Abe has benefited by showing toughness toward North Korea, particularly on the abduction issue. To some extent, Abe has been kidnapped by the abduction issue as any failure on this issue in a North Korea-Japan summit would undoubtedly undermine his political credibility despite the attractiveness of a distraction from his domestic scandals. The Moritomo Gakuen scandal has cost Abe's approval rating around 6 percent since February, but it remains at a solid 42 percent.

Second, Japan has almost squandered its leverage with North Korea. Despite his initially successful North Korea visit, Koizumi finally decided to follow the American line of making denuclearization a precondition for negotiations on Japan-North Korea diplomatic relations. Since 2009, Japan has followed the US in imposing individual economic sanctions on North Korea outside of the United Nations Security Council multilateral economic sanctions. Consequently, the significance of North Korea-Japan economic ties has shrunk. Japan has lost its economic leverage and personnel channels with Pyongyang.

Since 2004, North Korea has largely shunned direct talks with Japan.
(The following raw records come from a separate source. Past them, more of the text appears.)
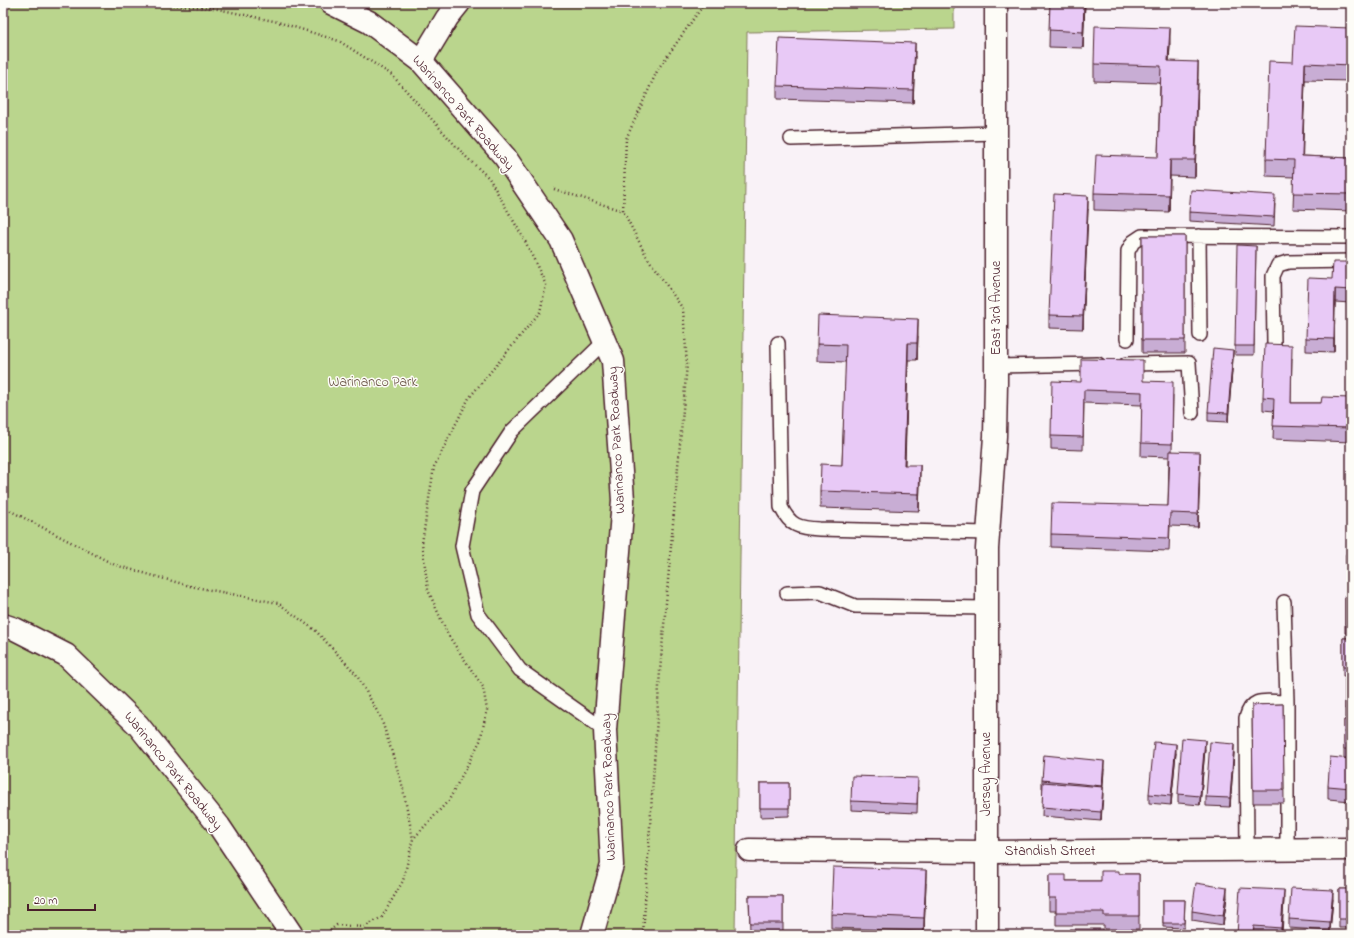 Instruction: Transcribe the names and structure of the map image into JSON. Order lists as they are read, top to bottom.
{
  "streets": {
    "street": [
      "Warinanco Park Roadway",
      "East 3rd Avenue",
      "Jersey Avenue",
      "Standish Street"
    ]
  },
  "crossings": [
    ["East 3rd Avenue", "Jersey Avenue"],
    ["Jersey Avenue", "Standish Street"]
  ],
  "parks": ["Warinanco Park"],
  "scale_bar": "20 m"
}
Japanese policy toward North Korea also reached a stalemate symbolized by a one-sided pressure approach with no progress on the abduction issue. In other words, Japan has not developed a coherent North Korea policy and might be seen as strategically irrelevant by North Korea. After North Korea indicated its willingness to participate in the 2020 Tokyo Olympics, Japan became automatically involved in the ensuing diplomatic game but as a relatively unimportant actor.

Third, Japan is suffering inharmonious relations with China and South Korea, which limits its potential role as a facilitator for a diplomatic breakthrough on the peninsula. Despite the recent encouraging signs of improving Sino-Japanese ties, the fundamentals of this relationship are far from solid due to the uncertainties over maritime territorial disputes, the Taiwan question and historic problems. Japan-South Korea relations are still troubled by the "comfort women" issue, which Japan regards as in complete closure but South Korea views as unresolved.

The only way left for Japan now is to justify its previous policy logic of maximum pressure and a strengthening US-Japan alliance. Abe is going for a meeting with US President Donald Trump soon and North Korea will be a central topic. Any substantial Japanese policy change would be possible only after the US-North Korea summit in May.

Japan is hailing the recent détente between the two Koreas and the US and North Korea as the result of a maximum pressure approach. But the metric for measuring that linkage is unclear. The Japanese policy plan is based on the assumption that maximum pressure approach will force North Korea to negotiate on the precondition of unilateral denuclearization. This is wishful thinking rather than a sophisticated policy for realizing the ultimate goal of a soft landing for North Korea nuclear issue.

In 1990, Shin Kanemaru, a veteran Liberal Democratic Party politician visited North Korea and met Kim Il-sung. His delegation issued a joint statement with the Workers' Party of North Korea, which declared Japan's obligation of compensation for its colonization of North Korea and called for normalization of ties. This seemingly bold but personally initiated diplomatic attempt went nowhere mainly due to the lack of a solid political consensus in the government. After the Cold War, the North Korean policy debate in Japan was mainly constrained within the US non-proliferation framework, which viewed North Korea as a rogue state.

In the past decade, Japanese strategic thinking on the Korean Peninsula has stalled, simply concentrating on economic sanctions and missile defense systems. It is time for Japan to adjust its approach and coordinate with other major parties than the US. The adjustment of Japanese relations with its East Asian neighbors needs to proceed based on a long-term vision rather than a short-term response toward the recent dramatic developments of the Korean Peninsula.

The author is associate professor of National Niigata University Japan and senior fellow, Institute of Advanced Area Studies and Global Governance, Beijing Foreign Studies University, China.